History is being made in the nation’s classrooms this month: K-12 enrollment is expected to surpass the record set a quarter-century ago.
And that, according to a new report by the Department of Education, is just the beginning. This fall’s estimated enrollment of 51.7 million students, in both public and private schools, surpasses the record of 51.3 million set in the 1971-72 school year, and the number of new students entering U.S. schools will continue to rise, setting records each year until 2006, the report says.
“We’re now only at the midpoint of a long, slow wave of rising enrollment,” Secretary of Education Richard W. Riley said in releasing the report at a news conference here late last month.
The report projects that the most substantial growth will be in the West and South and that high schools will experience greater increases than elementary schools. However, about a third of the states and the District of Columbia can expect enrollment decreases, the report says.
The driving force behind the growth is what education officials have dubbed the “baby boom echo.”
Many of today’s students are the children of those born during the population boom that began after World War II, which demographers say lasted from 1946 to 1964.
And higher birthrates among African-Americans and Hispanics than among whites, along with immigration patterns, have combined to leave many districts across the country bursting at the seams.
The enrollment increase will create some tough challenges in the next decade, the report says.
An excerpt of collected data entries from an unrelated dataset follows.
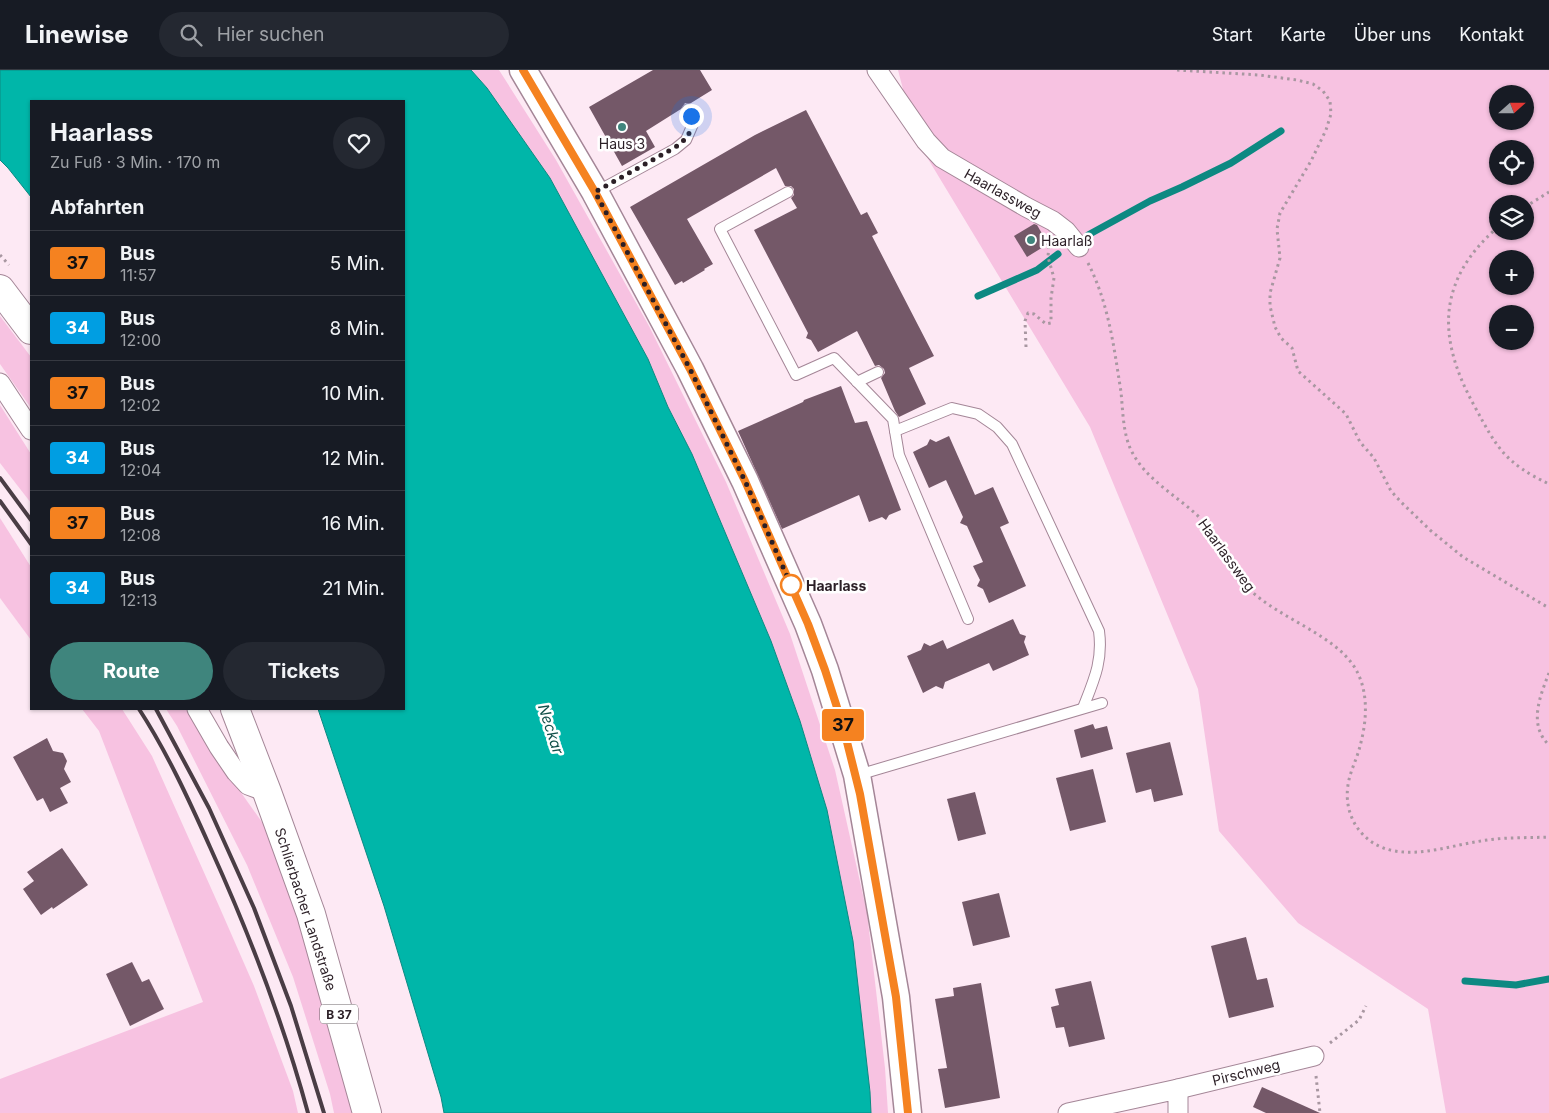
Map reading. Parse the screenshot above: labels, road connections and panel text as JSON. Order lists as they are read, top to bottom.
{
  "streets": {
    "main road": ["Schlierbacher Landstraße", "B 37"],
    "street": ["Haarlassweg", "Pirschweg"]
  },
  "water": ["Neckar"],
  "places": ["Haus 3", "Haarlaß", "Haarlass"],
  "lines": ["bus line 37"],
  "north": "right",
  "page": {
    "header": "Linewise",
    "search": "Hier suchen",
    "nav": [
      "Start",
      "Karte",
      "Über uns",
      "Kontakt"
    ],
    "on_map": "37",
    "map_buttons": ["+", "−"],
    "heading": [
      ["Haarlass", "Zu Fuß · 3 Min. · 170 m"],
      "Abfahrten"
    ],
    "list": [
      {
        "mark": "37",
        "name": "Bus",
        "note": "11:57",
        "value": "5 Min."
      },
      {
        "mark": "34",
        "name": "Bus",
        "note": "12:00",
        "value": "8 Min."
      },
      {
        "mark": "37",
        "name": "Bus",
        "note": "12:02",
        "value": "10 Min."
      },
      {
        "mark": "34",
        "name": "Bus",
        "note": "12:04",
        "value": "12 Min."
      },
      {
        "mark": "37",
        "name": "Bus",
        "note": "12:08",
        "value": "16 Min."
      },
      {
        "mark": "34",
        "name": "Bus",
        "note": "12:13",
        "value": "21 Min."
      }
    ],
    "buttons": ["Route", "Tickets"]
  }
}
School districts will need an estimated 190,000 more teachers, 6,000 new schools, and about $15 billion in additional funds for operational expenses through 2006, the report says.
In a special series of articles, Education Week will take an in-depth look at some of those challenges. The five-part series, Knocking at the Doors: Enrollment Sets a Record, begins next week with a look at how the enrollment surge will affect schools and the people who work in them across the country, how large a part immigration is playing in the student boom, and how one administrator views the changes in education over the past 25 years.
Additional articles to appear in the weeks that follow will touch on the role of the older student in the nation’s high schools, the effect of America’s aging population on schools, how districts are struggling to keep up with facilities needs, and how changes in society have played out in private schools.